Set down the entries below once more, precisely as they stand.

----

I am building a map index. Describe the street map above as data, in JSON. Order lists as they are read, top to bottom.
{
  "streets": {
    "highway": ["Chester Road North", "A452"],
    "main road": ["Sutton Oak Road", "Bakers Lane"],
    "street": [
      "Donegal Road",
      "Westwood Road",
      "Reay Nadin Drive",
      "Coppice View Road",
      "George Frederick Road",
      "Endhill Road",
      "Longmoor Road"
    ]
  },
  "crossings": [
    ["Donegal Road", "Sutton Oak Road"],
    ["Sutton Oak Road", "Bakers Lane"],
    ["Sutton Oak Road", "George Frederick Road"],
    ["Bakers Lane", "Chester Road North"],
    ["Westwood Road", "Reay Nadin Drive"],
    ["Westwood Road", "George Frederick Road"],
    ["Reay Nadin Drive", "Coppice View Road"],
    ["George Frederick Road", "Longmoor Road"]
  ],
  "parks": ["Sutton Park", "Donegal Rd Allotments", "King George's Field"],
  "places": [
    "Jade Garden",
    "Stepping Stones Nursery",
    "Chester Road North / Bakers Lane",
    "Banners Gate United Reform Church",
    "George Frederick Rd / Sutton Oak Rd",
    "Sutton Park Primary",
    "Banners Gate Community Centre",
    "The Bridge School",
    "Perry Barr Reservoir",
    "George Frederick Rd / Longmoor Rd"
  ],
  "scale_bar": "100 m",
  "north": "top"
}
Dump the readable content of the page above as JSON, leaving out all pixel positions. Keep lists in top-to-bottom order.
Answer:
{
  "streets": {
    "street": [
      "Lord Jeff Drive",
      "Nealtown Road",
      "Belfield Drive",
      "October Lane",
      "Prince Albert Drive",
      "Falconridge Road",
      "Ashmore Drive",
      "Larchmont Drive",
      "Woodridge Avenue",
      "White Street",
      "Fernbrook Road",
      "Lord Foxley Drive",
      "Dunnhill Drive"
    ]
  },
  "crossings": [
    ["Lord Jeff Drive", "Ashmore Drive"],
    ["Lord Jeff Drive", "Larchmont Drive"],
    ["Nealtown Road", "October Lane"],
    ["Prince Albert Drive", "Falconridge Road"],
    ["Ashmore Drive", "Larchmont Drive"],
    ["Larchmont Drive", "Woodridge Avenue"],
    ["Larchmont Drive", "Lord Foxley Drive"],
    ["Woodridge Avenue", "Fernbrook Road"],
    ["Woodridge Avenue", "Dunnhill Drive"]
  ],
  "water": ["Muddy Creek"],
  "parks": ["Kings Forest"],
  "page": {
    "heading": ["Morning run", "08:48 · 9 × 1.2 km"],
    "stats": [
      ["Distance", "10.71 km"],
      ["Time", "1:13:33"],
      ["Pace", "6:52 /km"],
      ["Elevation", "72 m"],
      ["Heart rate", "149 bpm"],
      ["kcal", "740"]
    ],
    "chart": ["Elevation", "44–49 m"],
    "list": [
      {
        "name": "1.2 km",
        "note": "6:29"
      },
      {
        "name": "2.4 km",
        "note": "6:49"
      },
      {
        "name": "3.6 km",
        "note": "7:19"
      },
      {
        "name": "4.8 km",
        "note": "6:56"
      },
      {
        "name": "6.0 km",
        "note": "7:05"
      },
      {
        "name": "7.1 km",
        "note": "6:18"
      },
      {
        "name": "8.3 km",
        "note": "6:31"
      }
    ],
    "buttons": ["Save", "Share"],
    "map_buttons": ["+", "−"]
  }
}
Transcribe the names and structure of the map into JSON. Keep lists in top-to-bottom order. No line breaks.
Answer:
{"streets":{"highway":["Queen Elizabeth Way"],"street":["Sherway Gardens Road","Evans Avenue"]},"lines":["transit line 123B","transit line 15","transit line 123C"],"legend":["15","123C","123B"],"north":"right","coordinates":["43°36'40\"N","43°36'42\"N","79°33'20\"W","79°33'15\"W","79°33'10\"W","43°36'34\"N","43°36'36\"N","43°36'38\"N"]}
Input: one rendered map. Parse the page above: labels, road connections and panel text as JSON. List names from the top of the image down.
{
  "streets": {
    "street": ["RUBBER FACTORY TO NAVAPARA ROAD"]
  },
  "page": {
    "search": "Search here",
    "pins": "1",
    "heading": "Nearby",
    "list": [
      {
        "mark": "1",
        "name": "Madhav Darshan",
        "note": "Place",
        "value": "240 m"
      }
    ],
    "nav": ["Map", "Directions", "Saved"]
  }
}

----

» Answer section:
I am building a map index. Describe the street map above as data, in JSON. Order lists as they are read, top to bottom.
{
  "streets": {
    "highway": ["Chester Road North", "A452"],
    "main road": ["Sutton Oak Road", "Bakers Lane"],
    "street": [
      "Donegal Road",
      "Westwood Road",
      "Reay Nadin Drive",
      "Coppice View Road",
      "George Frederick Road",
      "Endhill Road",
      "Longmoor Road"
    ]
  },
  "crossings": [
    ["Donegal Road", "Sutton Oak Road"],
    ["Sutton Oak Road", "Bakers Lane"],
    ["Sutton Oak Road", "George Frederick Road"],
    ["Bakers Lane", "Chester Road North"],
    ["Westwood Road", "Reay Nadin Drive"],
    ["Westwood Road", "George Frederick Road"],
    ["Reay Nadin Drive", "Coppice View Road"],
    ["George Frederick Road", "Longmoor Road"]
  ],
  "parks": ["Sutton Park", "Donegal Rd Allotments", "King George's Field"],
  "places": [
    "Jade Garden",
    "Stepping Stones Nursery",
    "Chester Road North / Bakers Lane",
    "Banners Gate United Reform Church",
    "George Frederick Rd / Sutton Oak Rd",
    "Sutton Park Primary",
    "Banners Gate Community Centre",
    "The Bridge School",
    "Perry Barr Reservoir",
    "George Frederick Rd / Longmoor Rd"
  ],
  "scale_bar": "100 m",
  "north": "top"
}
Dump the readable content of the page above as JSON, leaving out all pixel positions. Keep lists in top-to-bottom order.
Answer:
{
  "streets": {
    "street": [
      "Lord Jeff Drive",
      "Nealtown Road",
      "Belfield Drive",
      "October Lane",
      "Prince Albert Drive",
      "Falconridge Road",
      "Ashmore Drive",
      "Larchmont Drive",
      "Woodridge Avenue",
      "White Street",
      "Fernbrook Road",
      "Lord Foxley Drive",
      "Dunnhill Drive"
    ]
  },
  "crossings": [
    ["Lord Jeff Drive", "Ashmore Drive"],
    ["Lord Jeff Drive", "Larchmont Drive"],
    ["Nealtown Road", "October Lane"],
    ["Prince Albert Drive", "Falconridge Road"],
    ["Ashmore Drive", "Larchmont Drive"],
    ["Larchmont Drive", "Woodridge Avenue"],
    ["Larchmont Drive", "Lord Foxley Drive"],
    ["Woodridge Avenue", "Fernbrook Road"],
    ["Woodridge Avenue", "Dunnhill Drive"]
  ],
  "water": ["Muddy Creek"],
  "parks": ["Kings Forest"],
  "page": {
    "heading": ["Morning run", "08:48 · 9 × 1.2 km"],
    "stats": [
      ["Distance", "10.71 km"],
      ["Time", "1:13:33"],
      ["Pace", "6:52 /km"],
      ["Elevation", "72 m"],
      ["Heart rate", "149 bpm"],
      ["kcal", "740"]
    ],
    "chart": ["Elevation", "44–49 m"],
    "list": [
      {
        "name": "1.2 km",
        "note": "6:29"
      },
      {
        "name": "2.4 km",
        "note": "6:49"
      },
      {
        "name": "3.6 km",
        "note": "7:19"
      },
      {
        "name": "4.8 km",
        "note": "6:56"
      },
      {
        "name": "6.0 km",
        "note": "7:05"
      },
      {
        "name": "7.1 km",
        "note": "6:18"
      },
      {
        "name": "8.3 km",
        "note": "6:31"
      }
    ],
    "buttons": ["Save", "Share"],
    "map_buttons": ["+", "−"]
  }
}
Transcribe the names and structure of the map into JSON. Keep lists in top-to-bottom order. No line breaks.
Answer:
{"streets":{"highway":["Queen Elizabeth Way"],"street":["Sherway Gardens Road","Evans Avenue"]},"lines":["transit line 123B","transit line 15","transit line 123C"],"legend":["15","123C","123B"],"north":"right","coordinates":["43°36'40\"N","43°36'42\"N","79°33'20\"W","79°33'15\"W","79°33'10\"W","43°36'34\"N","43°36'36\"N","43°36'38\"N"]}
Input: one rendered map. Parse the page above: labels, road connections and panel text as JSON. List names from the top of the image down.
{
  "streets": {
    "street": ["RUBBER FACTORY TO NAVAPARA ROAD"]
  },
  "page": {
    "search": "Search here",
    "pins": "1",
    "heading": "Nearby",
    "list": [
      {
        "mark": "1",
        "name": "Madhav Darshan",
        "note": "Place",
        "value": "240 m"
      }
    ],
    "nav": ["Map", "Directions", "Saved"]
  }
}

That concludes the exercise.